# Leaning Oak Tree



## Prezidint (Dec 17, 2011)

Hey guys. I see tons of experience and I was hoping I can just drop right in with nothing to contribute, hat in hand, and ask for advice.

1st issue - I own a bunch of acres with a bunch of good timber on it. My buddy owns a brand new saw mill. Today we sawed up a 10 foot tulip poplar, about 24 inches in diameter, that had been laying on my property for 3 years or so. Other than some outside issues (bit of softness and some shrooms), the wood was solid an nice. We cut them as 16" wide boards, 1" thick, 10' long. I plan to install them in a barn loft.

1st Question - Do you think the poplar is going to shrink much? I have a moisture meter - at what % moisture or less can I install these wide boards and not have to worry too much about ghastly cracking? They will be in a barn loft, and I don't care to much about looks, but I'd rather not have all sorts of irregularities on the surface.

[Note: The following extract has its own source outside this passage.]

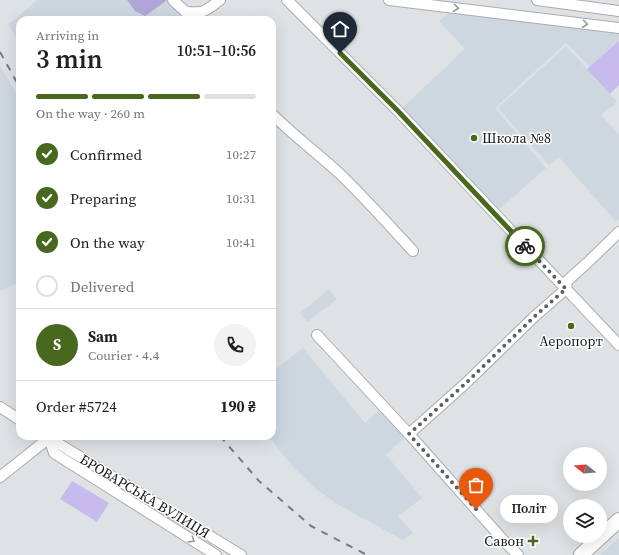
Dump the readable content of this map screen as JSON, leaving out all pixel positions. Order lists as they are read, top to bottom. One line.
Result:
{"streets":{"street":["БРОВАРСЬКА ВУЛИЦЯ"]},"places":{"other":["Школа №8","Аеропорт","Політ"],"health":["Савон"]},"north":"left","page":{"heading":["3 min","Arriving in","10:51–10:56"],"panel":["Sam","Courier · 4.4","Order #5724","190 ₴"],"bar":"On the way · 260 m","list":[["Confirmed","10:27"],["Preparing","10:31"],["On the way","10:41"],"Delivered"],"round":"S","bubble":"Політ"}}
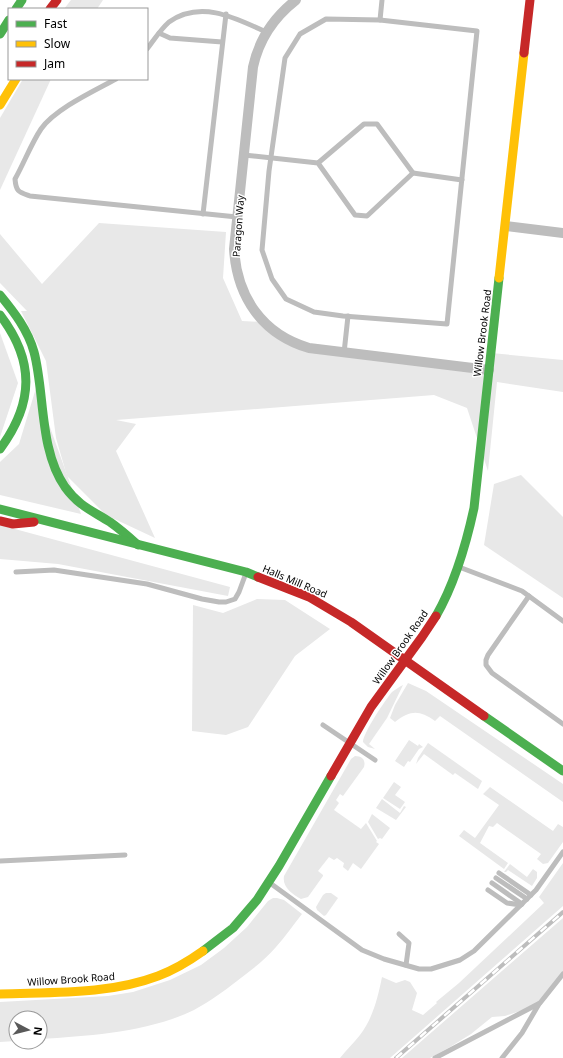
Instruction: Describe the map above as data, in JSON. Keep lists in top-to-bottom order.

2nd issue - I have a red oak that needs to come down, as it's shading a 3" sugar maple that I'd like to tap before I die. It's about 22" in diameter, I'd guess, and has a nice, straight trunk for 20 feet or so. Potential problem is that it's leaning - maybe 20 degrees off vertical.

2nd Question - Is it worth cutting this tree into boards? I would use the boards for baseboard trim and trim around windows inside my house, not furniture. Is it a waste of time and money?

Thanks far any thoughts


----------



## ETWW (Mar 27, 2011)

Prezidint said:


> Hey guys. I see tons of experience and I was hoping I can just drop right in with nothing to contribute, hat in hand, and ask for advice.
> 
> 1st issue - I own a bunch of acres with a bunch of good timber on it. My buddy owns a brand new saw mill. Today we sawed up a 10 foot tulip poplar, about 24 inches in diameter, that had been laying on my property for 3 years or so. Other than some outside issues (bit of softness and some shrooms), the wood was solid an nice. We cut them as 16" wide boards, 1" thick, 10' long. I plan to install them in a barn loft.
> 
> ...


BTW, welcome. I'm relatively new here (and to sawing) myself but I think you will recieve some more (better) advice from the ones here who know.


----------



## wood player (Jan 21, 2011)

congrats on the tulip poplar that is some nice wood to work with. The oak should work well. When sawing first saw into a cant to releave some of the stress then if they start doing weard things rotate the log and saw off oposite sides see if that saves your boards.


----------